**Task prompt**
Images aside, return all the entries exactly.

(Provided information begins)

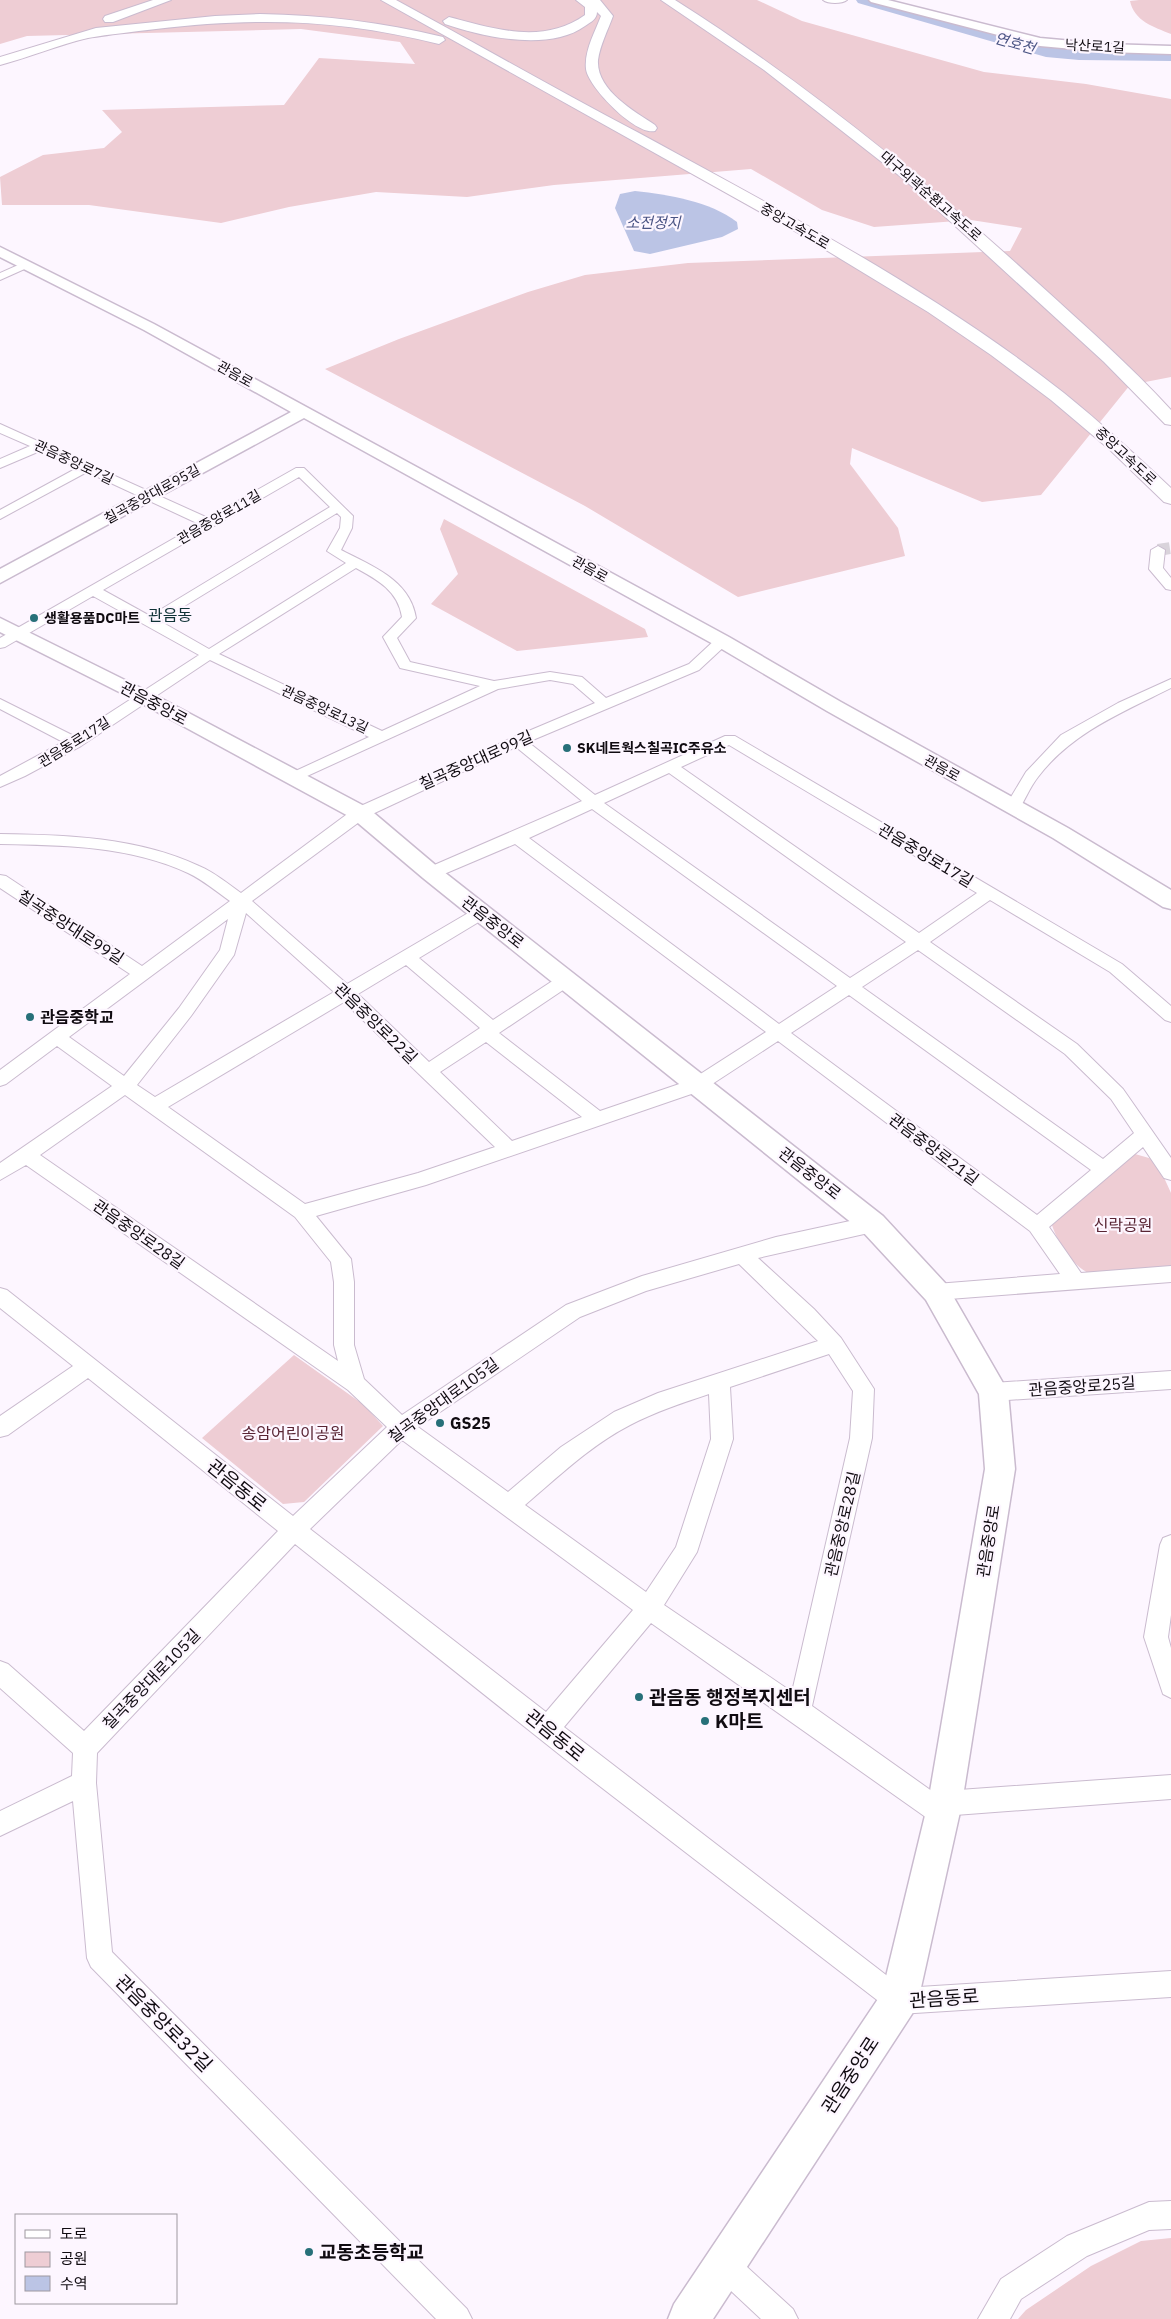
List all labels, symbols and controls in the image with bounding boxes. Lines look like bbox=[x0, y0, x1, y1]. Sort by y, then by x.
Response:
water label: 연호천 bbox=[992, 28, 1040, 58]
street label: 낙산로1길 bbox=[1065, 35, 1125, 57]
street label: 대구외곽순환고속도로 bbox=[876, 147, 986, 245]
street label: 중앙고속도로 bbox=[757, 199, 833, 253]
water label: 소전정지 bbox=[625, 213, 682, 232]
street label: 관음로 bbox=[214, 357, 256, 391]
street label: 중앙고속도로 bbox=[1092, 423, 1160, 489]
street label: 관음중앙로7길 bbox=[31, 436, 117, 488]
street label: 칠곡중앙대로95길 bbox=[101, 460, 203, 528]
street label: 관음중앙로11길 bbox=[174, 486, 264, 548]
street label: 관음로 bbox=[569, 552, 611, 586]
district label: 관음동 bbox=[148, 605, 192, 625]
place label: 생활용품DC마트 bbox=[44, 609, 140, 627]
marker: 생활용품DC마트 bbox=[28, 612, 40, 624]
street label: 관음중앙로 bbox=[117, 677, 191, 729]
street label: 관음중앙로13길 bbox=[279, 681, 371, 737]
street label: 관음동로17길 bbox=[35, 713, 113, 771]
street label: 칠곡중앙대로99길 bbox=[416, 726, 536, 794]
place label: SK네트웍스칠곡IC주유소 bbox=[577, 739, 727, 757]
marker: SK네트웍스칠곡IC주유소 bbox=[561, 742, 573, 754]
street label: 관음로 bbox=[921, 751, 963, 785]
street label: 관음중앙로17길 bbox=[875, 819, 977, 891]
street label: 칠곡중앙대로99길 bbox=[14, 885, 128, 969]
street label: 관음중앙로 bbox=[458, 891, 528, 953]
street label: 관음중앙로22길 bbox=[330, 978, 422, 1068]
place label: 관음중학교 bbox=[40, 1007, 114, 1027]
marker: 관음중학교 bbox=[24, 1011, 36, 1023]
street label: 관음중앙로21길 bbox=[885, 1109, 983, 1189]
street label: 관음중앙로 bbox=[775, 1142, 845, 1204]
street label: 관음중앙로28길 bbox=[89, 1195, 189, 1273]
park label: 신락공원 bbox=[1094, 1215, 1152, 1235]
street label: 칠곡중앙대로105길 bbox=[384, 1353, 502, 1447]
street label: 관음중앙로25길 bbox=[1028, 1372, 1136, 1400]
place label: GS25 bbox=[450, 1413, 491, 1433]
marker: GS25 bbox=[434, 1417, 446, 1429]
park label: 송암어린이공원 bbox=[241, 1423, 345, 1443]
street label: 관음동로 bbox=[202, 1454, 272, 1516]
street label: 관음중앙로28길 bbox=[820, 1469, 864, 1579]
street label: 관음중앙로 bbox=[972, 1503, 1004, 1579]
street label: 칠곡중앙대로105길 bbox=[98, 1625, 204, 1733]
place label: 관음동 행정복지센터 bbox=[649, 1685, 811, 1709]
marker: 관음동 행정복지센터 bbox=[633, 1691, 645, 1703]
street label: 관음동로 bbox=[520, 1704, 590, 1766]
place label: K마트 bbox=[715, 1709, 763, 1733]
marker: K마트 bbox=[699, 1715, 711, 1727]
street label: 관음중앙로32길 bbox=[110, 1969, 218, 2077]
street label: 관음동로 bbox=[908, 1984, 980, 2012]
street label: 관음중앙로 bbox=[816, 2032, 884, 2118]
legend bbox=[15, 2214, 178, 2304]
text: 도로 bbox=[60, 2224, 88, 2243]
place label: 교동초등학교 bbox=[319, 2240, 424, 2264]
marker: 교동초등학교 bbox=[303, 2246, 315, 2258]
text: 공원 bbox=[60, 2249, 88, 2268]
text: 수역 bbox=[60, 2274, 88, 2293]

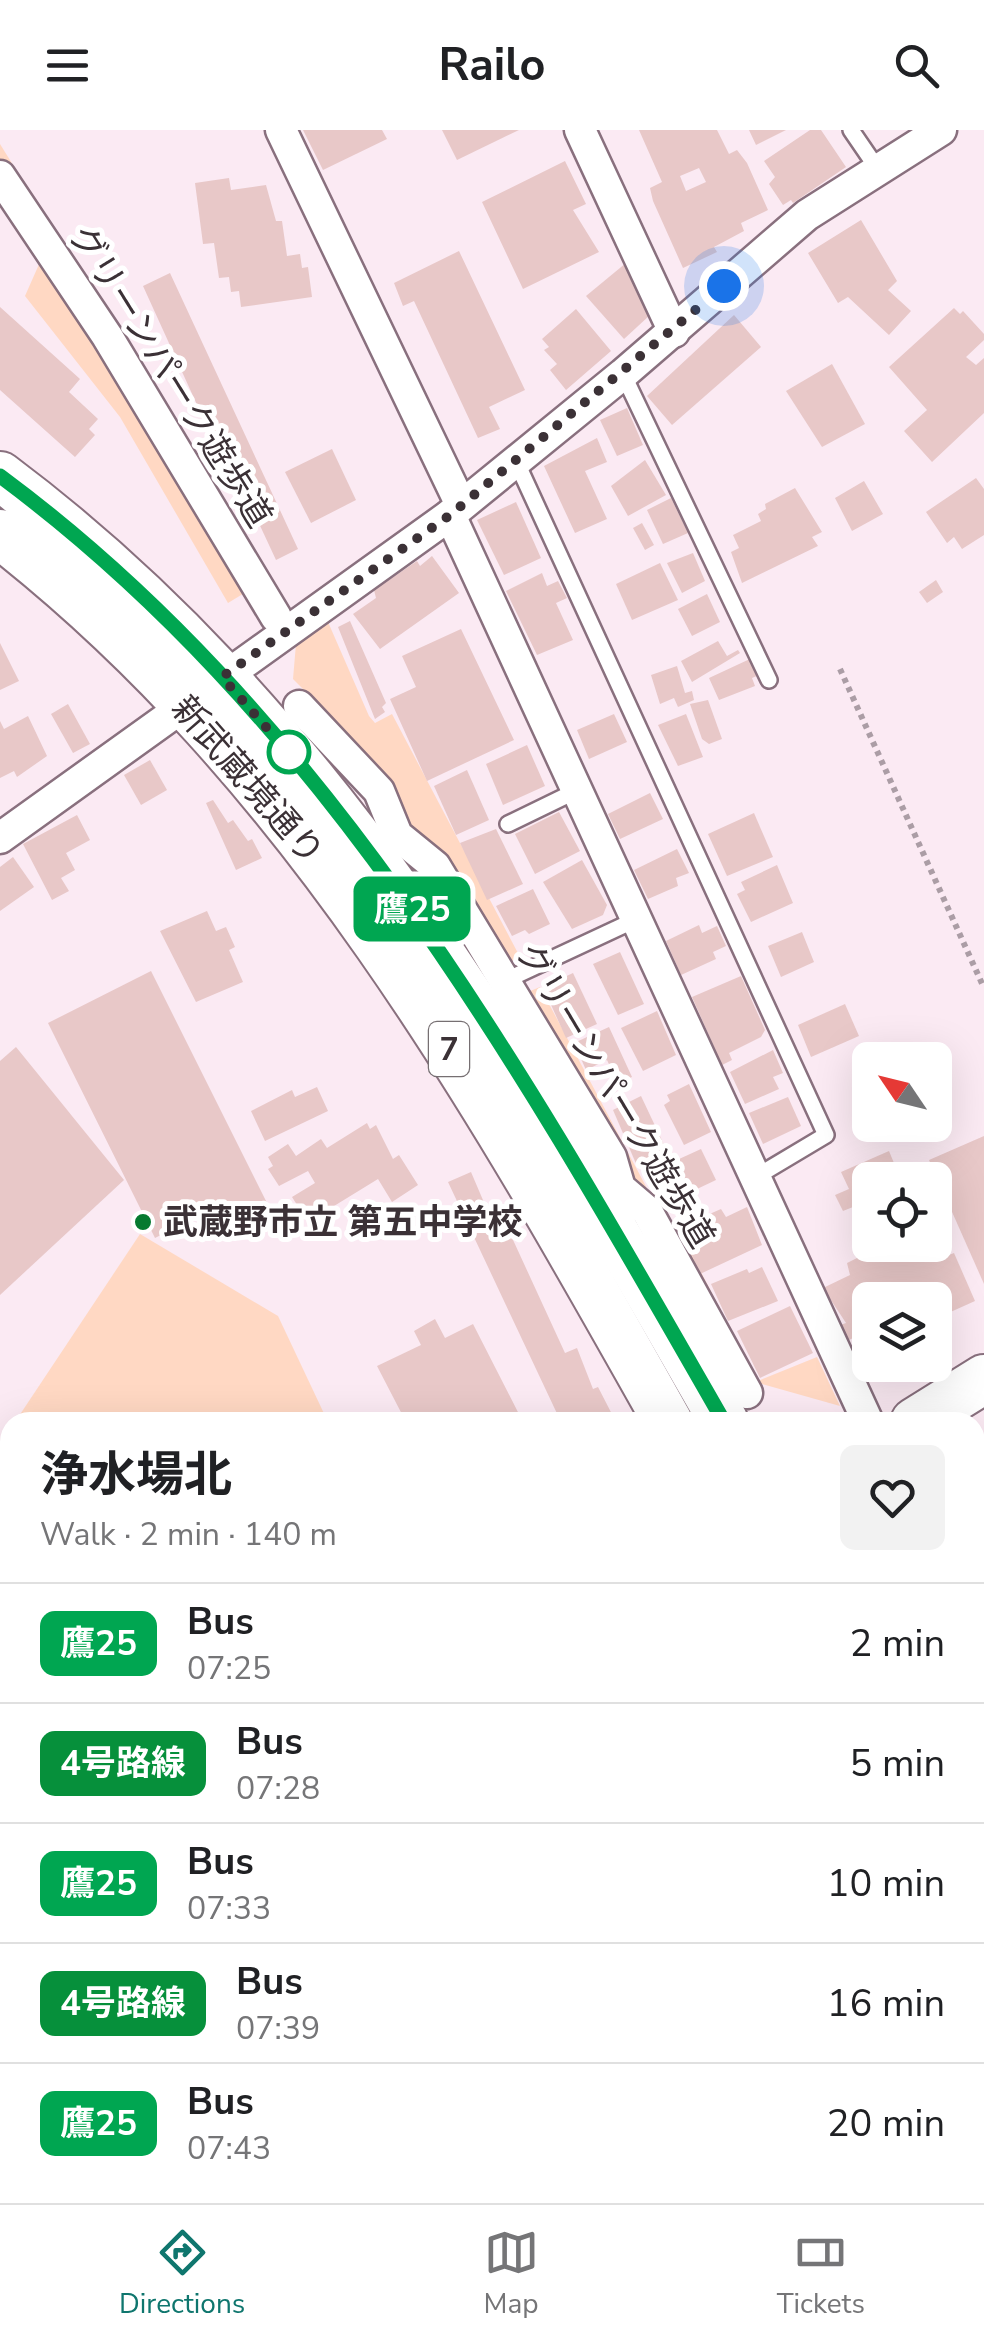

(Provided information ends)

**Answer for this exercise**
List all labels, symbols and controls in the image with bounding boxes. Lines look like bbox=[x0, y0, x1, y1]. Sort by y, then by x.
Response:
water label: 연호천 bbox=[992, 28, 1040, 58]
street label: 낙산로1길 bbox=[1065, 35, 1125, 57]
street label: 대구외곽순환고속도로 bbox=[876, 147, 986, 245]
street label: 중앙고속도로 bbox=[757, 199, 833, 253]
water label: 소전정지 bbox=[625, 213, 682, 232]
street label: 관음로 bbox=[214, 357, 256, 391]
street label: 중앙고속도로 bbox=[1092, 423, 1160, 489]
street label: 관음중앙로7길 bbox=[31, 436, 117, 488]
street label: 칠곡중앙대로95길 bbox=[101, 460, 203, 528]
street label: 관음중앙로11길 bbox=[174, 486, 264, 548]
street label: 관음로 bbox=[569, 552, 611, 586]
district label: 관음동 bbox=[148, 605, 192, 625]
place label: 생활용품DC마트 bbox=[44, 609, 140, 627]
marker: 생활용품DC마트 bbox=[28, 612, 40, 624]
street label: 관음중앙로 bbox=[117, 677, 191, 729]
street label: 관음중앙로13길 bbox=[279, 681, 371, 737]
street label: 관음동로17길 bbox=[35, 713, 113, 771]
street label: 칠곡중앙대로99길 bbox=[416, 726, 536, 794]
place label: SK네트웍스칠곡IC주유소 bbox=[577, 739, 727, 757]
marker: SK네트웍스칠곡IC주유소 bbox=[561, 742, 573, 754]
street label: 관음로 bbox=[921, 751, 963, 785]
street label: 관음중앙로17길 bbox=[875, 819, 977, 891]
street label: 칠곡중앙대로99길 bbox=[14, 885, 128, 969]
street label: 관음중앙로 bbox=[458, 891, 528, 953]
street label: 관음중앙로22길 bbox=[330, 978, 422, 1068]
place label: 관음중학교 bbox=[40, 1007, 114, 1027]
marker: 관음중학교 bbox=[24, 1011, 36, 1023]
street label: 관음중앙로21길 bbox=[885, 1109, 983, 1189]
street label: 관음중앙로 bbox=[775, 1142, 845, 1204]
street label: 관음중앙로28길 bbox=[89, 1195, 189, 1273]
park label: 신락공원 bbox=[1094, 1215, 1152, 1235]
street label: 칠곡중앙대로105길 bbox=[384, 1353, 502, 1447]
street label: 관음중앙로25길 bbox=[1028, 1372, 1136, 1400]
place label: GS25 bbox=[450, 1413, 491, 1433]
marker: GS25 bbox=[434, 1417, 446, 1429]
park label: 송암어린이공원 bbox=[241, 1423, 345, 1443]
street label: 관음동로 bbox=[202, 1454, 272, 1516]
street label: 관음중앙로28길 bbox=[820, 1469, 864, 1579]
street label: 관음중앙로 bbox=[972, 1503, 1004, 1579]
street label: 칠곡중앙대로105길 bbox=[98, 1625, 204, 1733]
place label: 관음동 행정복지센터 bbox=[649, 1685, 811, 1709]
marker: 관음동 행정복지센터 bbox=[633, 1691, 645, 1703]
street label: 관음동로 bbox=[520, 1704, 590, 1766]
place label: K마트 bbox=[715, 1709, 763, 1733]
marker: K마트 bbox=[699, 1715, 711, 1727]
street label: 관음중앙로32길 bbox=[110, 1969, 218, 2077]
street label: 관음동로 bbox=[908, 1984, 980, 2012]
street label: 관음중앙로 bbox=[816, 2032, 884, 2118]
legend bbox=[15, 2214, 178, 2304]
text: 도로 bbox=[60, 2224, 88, 2243]
place label: 교동초등학교 bbox=[319, 2240, 424, 2264]
marker: 교동초등학교 bbox=[303, 2246, 315, 2258]
text: 공원 bbox=[60, 2249, 88, 2268]
text: 수역 bbox=[60, 2274, 88, 2293]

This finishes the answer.